● Data records:
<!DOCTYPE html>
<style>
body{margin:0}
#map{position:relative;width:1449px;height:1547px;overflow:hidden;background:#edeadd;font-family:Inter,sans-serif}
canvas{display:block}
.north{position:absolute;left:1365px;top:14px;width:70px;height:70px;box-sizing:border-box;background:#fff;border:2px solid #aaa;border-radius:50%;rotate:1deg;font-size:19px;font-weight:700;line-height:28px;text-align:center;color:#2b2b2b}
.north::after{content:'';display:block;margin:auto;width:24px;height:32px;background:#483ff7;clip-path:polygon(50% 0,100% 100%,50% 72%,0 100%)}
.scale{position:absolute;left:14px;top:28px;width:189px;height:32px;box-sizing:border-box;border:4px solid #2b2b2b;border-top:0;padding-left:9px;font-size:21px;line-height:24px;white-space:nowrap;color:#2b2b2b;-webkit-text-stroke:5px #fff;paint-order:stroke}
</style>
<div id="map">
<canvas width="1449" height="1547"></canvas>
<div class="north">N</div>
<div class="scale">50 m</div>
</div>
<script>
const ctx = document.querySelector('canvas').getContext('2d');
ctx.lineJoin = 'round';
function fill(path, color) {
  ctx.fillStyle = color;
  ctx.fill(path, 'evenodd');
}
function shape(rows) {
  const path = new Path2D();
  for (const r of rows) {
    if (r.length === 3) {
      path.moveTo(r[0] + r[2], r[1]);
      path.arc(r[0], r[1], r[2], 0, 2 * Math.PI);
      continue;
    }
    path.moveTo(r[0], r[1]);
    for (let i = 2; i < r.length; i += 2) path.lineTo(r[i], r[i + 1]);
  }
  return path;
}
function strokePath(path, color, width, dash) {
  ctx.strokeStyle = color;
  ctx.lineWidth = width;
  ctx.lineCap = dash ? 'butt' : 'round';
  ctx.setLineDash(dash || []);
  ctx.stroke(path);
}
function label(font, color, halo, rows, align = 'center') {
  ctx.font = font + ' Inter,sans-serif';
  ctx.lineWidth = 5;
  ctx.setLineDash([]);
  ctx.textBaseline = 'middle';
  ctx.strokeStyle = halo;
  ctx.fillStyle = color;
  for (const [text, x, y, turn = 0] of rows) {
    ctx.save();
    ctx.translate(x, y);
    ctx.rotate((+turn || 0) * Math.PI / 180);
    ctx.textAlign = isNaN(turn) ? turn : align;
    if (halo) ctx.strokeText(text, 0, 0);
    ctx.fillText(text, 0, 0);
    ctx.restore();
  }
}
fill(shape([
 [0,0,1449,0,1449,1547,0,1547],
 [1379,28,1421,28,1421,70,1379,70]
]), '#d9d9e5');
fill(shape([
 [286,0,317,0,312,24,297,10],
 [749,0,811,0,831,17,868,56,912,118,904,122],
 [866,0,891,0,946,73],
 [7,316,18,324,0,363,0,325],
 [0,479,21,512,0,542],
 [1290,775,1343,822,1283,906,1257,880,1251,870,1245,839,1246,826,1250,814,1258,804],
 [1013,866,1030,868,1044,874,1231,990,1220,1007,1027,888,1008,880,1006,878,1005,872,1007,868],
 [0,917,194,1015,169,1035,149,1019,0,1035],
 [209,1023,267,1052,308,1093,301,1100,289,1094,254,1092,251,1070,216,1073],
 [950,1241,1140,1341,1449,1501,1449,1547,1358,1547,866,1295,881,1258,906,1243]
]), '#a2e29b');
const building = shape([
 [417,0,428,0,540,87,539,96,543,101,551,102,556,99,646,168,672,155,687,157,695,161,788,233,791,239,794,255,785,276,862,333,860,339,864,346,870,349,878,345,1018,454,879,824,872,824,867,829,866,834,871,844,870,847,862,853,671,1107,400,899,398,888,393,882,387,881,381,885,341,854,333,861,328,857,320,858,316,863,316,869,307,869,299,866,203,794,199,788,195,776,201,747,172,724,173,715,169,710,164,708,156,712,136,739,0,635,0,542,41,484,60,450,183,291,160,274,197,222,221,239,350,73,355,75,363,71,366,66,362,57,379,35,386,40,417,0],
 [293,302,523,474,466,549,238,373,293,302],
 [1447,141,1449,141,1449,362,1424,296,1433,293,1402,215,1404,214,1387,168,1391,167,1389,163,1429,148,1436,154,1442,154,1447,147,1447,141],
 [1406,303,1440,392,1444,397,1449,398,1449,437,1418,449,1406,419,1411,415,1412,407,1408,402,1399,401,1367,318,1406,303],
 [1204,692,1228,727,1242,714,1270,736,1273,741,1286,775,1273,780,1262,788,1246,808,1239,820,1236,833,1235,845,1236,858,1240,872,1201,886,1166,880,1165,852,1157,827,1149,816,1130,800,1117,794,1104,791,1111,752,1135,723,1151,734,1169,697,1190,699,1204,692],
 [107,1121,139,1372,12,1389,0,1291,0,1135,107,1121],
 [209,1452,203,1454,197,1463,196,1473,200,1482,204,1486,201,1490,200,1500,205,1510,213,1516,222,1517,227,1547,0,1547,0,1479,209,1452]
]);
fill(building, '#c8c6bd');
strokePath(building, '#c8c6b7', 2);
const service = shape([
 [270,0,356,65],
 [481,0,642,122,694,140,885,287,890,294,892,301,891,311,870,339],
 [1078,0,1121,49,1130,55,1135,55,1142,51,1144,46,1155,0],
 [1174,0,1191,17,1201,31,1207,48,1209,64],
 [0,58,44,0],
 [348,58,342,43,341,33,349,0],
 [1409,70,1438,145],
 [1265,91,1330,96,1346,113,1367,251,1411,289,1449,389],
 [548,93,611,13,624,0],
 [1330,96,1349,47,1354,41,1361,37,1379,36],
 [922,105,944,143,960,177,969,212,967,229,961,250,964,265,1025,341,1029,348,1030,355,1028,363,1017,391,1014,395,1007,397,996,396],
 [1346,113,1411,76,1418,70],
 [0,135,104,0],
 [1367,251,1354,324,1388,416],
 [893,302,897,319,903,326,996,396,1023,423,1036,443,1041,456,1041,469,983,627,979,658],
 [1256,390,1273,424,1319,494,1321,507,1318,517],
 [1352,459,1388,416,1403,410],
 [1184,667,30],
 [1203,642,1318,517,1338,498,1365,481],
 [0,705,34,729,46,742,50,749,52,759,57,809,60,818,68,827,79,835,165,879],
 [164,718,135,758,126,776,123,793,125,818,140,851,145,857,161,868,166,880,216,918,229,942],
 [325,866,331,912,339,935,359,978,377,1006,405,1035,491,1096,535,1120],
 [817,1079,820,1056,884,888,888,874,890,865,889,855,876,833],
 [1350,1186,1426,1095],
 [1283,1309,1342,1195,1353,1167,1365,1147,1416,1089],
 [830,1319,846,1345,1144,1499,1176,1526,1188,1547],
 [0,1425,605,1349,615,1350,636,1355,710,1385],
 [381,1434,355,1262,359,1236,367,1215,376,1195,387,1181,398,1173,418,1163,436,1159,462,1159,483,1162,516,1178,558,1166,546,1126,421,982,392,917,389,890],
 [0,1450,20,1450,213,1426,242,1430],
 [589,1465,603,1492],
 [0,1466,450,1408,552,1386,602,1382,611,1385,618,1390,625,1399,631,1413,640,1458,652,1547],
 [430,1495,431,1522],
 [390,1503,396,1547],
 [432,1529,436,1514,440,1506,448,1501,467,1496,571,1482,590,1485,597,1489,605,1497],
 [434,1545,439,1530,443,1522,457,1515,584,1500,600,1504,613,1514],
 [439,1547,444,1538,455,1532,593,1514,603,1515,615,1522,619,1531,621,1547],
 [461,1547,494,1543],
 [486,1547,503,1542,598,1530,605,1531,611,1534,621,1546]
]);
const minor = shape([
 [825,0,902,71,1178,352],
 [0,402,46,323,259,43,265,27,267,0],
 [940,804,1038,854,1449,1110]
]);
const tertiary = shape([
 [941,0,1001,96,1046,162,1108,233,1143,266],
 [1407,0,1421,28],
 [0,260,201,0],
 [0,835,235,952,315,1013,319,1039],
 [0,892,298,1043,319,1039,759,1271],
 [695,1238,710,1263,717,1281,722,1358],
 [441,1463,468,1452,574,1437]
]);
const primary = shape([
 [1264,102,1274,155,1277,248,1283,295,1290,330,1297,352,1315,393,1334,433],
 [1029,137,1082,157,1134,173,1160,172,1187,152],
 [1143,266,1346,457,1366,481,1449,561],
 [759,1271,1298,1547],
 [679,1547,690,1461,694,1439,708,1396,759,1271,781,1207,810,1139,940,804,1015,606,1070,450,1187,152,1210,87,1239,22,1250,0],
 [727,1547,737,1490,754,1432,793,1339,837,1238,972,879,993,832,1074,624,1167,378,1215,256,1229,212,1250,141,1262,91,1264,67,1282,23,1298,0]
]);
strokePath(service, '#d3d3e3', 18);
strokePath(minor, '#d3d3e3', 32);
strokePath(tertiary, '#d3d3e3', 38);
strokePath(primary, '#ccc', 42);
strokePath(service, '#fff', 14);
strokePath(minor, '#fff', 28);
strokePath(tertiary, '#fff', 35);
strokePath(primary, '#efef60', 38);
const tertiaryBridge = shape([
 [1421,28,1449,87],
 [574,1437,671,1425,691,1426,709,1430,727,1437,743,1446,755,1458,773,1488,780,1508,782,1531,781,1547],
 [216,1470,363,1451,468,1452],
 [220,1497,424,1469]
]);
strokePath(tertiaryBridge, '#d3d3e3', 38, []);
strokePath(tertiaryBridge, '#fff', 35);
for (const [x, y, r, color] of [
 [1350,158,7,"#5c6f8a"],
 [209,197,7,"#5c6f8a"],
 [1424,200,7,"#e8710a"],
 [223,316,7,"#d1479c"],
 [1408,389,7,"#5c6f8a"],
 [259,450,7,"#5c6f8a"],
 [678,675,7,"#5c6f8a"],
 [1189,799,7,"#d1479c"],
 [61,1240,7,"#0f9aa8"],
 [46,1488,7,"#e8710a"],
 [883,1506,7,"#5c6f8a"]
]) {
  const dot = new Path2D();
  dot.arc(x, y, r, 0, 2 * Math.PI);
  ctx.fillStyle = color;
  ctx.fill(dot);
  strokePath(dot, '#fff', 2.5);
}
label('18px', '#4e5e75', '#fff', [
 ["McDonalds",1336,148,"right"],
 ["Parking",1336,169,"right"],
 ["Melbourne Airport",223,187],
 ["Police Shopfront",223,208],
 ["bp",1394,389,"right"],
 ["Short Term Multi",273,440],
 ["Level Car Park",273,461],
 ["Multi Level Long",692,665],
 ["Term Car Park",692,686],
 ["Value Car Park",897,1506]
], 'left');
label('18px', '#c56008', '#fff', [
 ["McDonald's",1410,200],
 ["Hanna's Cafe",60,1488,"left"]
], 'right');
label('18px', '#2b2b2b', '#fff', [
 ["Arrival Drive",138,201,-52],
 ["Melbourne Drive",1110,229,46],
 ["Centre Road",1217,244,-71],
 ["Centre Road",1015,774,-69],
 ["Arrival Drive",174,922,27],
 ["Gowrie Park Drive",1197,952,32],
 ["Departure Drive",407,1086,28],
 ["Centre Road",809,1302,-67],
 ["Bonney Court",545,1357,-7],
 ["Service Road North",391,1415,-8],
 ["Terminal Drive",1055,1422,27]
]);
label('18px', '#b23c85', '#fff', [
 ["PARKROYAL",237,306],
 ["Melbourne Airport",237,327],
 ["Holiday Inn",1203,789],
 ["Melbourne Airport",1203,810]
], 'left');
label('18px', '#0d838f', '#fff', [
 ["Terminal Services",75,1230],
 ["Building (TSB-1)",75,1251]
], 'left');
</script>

==

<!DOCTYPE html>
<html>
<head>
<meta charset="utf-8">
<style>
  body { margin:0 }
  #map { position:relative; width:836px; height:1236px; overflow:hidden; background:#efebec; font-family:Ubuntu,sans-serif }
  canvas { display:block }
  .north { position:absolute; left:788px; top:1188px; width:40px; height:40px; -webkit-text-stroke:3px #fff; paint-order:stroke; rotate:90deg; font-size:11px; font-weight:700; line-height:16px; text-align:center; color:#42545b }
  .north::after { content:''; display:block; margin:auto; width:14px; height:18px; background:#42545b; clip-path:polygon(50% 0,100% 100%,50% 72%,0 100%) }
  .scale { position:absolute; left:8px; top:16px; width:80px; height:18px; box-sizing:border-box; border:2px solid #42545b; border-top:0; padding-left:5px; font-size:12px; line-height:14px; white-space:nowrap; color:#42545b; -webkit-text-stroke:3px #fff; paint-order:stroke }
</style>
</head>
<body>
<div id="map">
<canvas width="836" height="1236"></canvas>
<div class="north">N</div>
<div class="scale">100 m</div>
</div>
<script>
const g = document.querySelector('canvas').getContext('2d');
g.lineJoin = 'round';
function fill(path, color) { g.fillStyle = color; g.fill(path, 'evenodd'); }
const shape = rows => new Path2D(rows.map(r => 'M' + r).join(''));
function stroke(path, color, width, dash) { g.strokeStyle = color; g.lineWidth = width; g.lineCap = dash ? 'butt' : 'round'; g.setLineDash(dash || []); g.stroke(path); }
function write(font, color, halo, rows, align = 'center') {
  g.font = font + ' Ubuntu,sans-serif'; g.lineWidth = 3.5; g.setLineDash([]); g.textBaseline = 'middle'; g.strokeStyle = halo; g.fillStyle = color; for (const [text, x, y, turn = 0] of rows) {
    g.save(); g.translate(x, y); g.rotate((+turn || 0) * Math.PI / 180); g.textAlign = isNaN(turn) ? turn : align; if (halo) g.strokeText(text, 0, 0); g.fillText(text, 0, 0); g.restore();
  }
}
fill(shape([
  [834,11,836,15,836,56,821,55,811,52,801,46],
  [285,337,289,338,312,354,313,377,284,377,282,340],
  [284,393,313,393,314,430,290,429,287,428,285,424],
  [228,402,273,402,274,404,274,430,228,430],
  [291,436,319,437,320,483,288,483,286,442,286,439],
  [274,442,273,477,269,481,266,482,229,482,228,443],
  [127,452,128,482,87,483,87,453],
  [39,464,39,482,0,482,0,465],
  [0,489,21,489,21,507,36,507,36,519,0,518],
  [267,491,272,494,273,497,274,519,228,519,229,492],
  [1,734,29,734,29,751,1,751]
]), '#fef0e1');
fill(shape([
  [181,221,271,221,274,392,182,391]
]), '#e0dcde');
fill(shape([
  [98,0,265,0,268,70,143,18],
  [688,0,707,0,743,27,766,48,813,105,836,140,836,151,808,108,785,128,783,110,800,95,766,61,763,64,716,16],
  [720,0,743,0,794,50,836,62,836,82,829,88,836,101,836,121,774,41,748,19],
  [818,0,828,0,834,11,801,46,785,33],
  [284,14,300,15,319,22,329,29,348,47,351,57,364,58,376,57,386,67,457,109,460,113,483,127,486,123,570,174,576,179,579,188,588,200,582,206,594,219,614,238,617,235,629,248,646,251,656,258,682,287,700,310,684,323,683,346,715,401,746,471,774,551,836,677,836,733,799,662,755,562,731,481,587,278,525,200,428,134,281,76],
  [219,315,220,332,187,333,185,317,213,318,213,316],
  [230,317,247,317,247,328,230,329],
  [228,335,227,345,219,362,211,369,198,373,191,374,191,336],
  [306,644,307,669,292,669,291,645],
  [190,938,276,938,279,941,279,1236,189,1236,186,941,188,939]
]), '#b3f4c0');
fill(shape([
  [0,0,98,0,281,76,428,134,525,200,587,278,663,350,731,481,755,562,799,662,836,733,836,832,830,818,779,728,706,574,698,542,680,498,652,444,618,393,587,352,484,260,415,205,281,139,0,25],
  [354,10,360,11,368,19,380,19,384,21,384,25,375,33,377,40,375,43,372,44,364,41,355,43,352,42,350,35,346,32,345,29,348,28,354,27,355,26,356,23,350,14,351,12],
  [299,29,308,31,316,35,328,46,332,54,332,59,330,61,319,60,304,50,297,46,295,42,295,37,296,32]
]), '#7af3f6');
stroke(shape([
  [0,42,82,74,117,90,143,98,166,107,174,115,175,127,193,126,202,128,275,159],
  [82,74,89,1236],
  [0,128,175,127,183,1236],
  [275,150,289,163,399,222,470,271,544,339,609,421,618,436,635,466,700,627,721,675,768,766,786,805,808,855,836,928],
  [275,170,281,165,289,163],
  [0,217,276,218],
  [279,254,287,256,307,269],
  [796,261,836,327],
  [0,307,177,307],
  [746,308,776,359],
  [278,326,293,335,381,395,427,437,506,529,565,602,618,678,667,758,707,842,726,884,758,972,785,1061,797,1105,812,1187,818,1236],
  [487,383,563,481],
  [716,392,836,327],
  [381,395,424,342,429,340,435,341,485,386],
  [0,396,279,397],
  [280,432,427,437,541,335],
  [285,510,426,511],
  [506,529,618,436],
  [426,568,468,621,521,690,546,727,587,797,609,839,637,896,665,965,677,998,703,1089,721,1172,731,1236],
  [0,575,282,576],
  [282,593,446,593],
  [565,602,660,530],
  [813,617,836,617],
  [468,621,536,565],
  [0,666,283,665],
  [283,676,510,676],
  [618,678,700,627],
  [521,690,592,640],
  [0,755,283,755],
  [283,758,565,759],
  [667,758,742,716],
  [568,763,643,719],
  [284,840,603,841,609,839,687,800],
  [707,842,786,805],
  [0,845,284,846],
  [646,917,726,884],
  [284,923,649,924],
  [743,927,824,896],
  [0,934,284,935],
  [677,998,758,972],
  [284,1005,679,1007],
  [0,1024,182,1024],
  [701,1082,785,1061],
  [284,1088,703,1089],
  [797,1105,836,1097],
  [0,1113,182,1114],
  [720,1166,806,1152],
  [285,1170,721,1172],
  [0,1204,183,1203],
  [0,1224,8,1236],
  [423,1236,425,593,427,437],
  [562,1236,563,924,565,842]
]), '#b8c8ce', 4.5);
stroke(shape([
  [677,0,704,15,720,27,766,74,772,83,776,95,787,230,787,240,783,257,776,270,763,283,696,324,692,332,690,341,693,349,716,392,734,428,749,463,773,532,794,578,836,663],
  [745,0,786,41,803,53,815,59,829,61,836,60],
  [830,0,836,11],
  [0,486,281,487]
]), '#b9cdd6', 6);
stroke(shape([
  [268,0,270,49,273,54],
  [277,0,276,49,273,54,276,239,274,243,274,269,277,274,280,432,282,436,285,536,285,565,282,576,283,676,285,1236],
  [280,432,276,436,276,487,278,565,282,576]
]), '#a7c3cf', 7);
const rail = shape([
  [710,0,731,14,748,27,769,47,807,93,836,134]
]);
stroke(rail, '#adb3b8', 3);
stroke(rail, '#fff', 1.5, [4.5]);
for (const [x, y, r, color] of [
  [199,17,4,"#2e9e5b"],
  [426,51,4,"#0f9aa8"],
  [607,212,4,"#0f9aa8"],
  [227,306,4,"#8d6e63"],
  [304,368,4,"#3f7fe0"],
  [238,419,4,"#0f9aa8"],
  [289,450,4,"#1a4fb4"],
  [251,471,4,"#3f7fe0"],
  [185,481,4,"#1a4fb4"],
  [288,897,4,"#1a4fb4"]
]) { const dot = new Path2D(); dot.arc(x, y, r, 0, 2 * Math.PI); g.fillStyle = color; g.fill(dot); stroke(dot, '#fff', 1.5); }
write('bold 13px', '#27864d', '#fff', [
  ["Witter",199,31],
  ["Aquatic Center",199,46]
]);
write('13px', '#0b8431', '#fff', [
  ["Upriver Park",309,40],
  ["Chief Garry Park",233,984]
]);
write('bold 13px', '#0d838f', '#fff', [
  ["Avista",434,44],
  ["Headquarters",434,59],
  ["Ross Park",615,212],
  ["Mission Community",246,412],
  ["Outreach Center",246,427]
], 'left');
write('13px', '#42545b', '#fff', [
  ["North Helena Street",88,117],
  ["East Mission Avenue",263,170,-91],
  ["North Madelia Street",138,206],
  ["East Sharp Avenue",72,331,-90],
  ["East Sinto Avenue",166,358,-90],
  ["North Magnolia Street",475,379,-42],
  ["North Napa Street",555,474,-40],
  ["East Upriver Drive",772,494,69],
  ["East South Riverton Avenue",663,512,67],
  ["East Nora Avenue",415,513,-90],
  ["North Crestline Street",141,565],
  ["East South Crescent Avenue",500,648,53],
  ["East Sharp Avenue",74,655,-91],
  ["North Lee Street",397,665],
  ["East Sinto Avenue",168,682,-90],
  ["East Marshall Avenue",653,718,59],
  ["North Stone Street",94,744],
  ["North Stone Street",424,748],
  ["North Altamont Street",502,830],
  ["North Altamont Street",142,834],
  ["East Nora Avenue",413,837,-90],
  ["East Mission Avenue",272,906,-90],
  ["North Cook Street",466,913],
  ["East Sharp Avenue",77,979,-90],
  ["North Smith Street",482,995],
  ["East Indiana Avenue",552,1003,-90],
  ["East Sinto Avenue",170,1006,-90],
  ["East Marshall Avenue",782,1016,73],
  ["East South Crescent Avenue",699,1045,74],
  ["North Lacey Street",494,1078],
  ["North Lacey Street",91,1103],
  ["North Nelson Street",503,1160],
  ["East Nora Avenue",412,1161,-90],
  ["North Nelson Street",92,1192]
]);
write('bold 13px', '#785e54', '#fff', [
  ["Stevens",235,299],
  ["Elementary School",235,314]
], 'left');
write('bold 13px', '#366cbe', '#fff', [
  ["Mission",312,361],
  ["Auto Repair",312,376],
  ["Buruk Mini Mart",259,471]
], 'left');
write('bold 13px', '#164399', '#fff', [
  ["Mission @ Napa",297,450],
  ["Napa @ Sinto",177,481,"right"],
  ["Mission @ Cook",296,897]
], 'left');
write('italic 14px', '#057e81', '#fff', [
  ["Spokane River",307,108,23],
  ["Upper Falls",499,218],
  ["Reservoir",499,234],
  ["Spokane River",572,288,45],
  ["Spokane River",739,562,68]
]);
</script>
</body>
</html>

● Work instructions: Your reply is to repeat, unchanged, the lines above running from the one with "content:''; display:block; margin:auto;" up to and including the one with "g.lineJoin = 'round';".

● Task response:
  .north::after { content:''; display:block; margin:auto; width:14px; height:18px; background:#42545b; clip-path:polygon(50% 0,100% 100%,50% 72%,0 100%) }
  .scale { position:absolute; left:8px; top:16px; width:80px; height:18px; box-sizing:border-box; border:2px solid #42545b; border-top:0; padding-left:5px; font-size:12px; line-height:14px; white-space:nowrap; color:#42545b; -webkit-text-stroke:3px #fff; paint-order:stroke }
</style>
</head>
<body>
<div id="map">
<canvas width="836" height="1236"></canvas>
<div class="north">N</div>
<div class="scale">100 m</div>
</div>
<script>
const g = document.querySelector('canvas').getContext('2d');
g.lineJoin = 'round';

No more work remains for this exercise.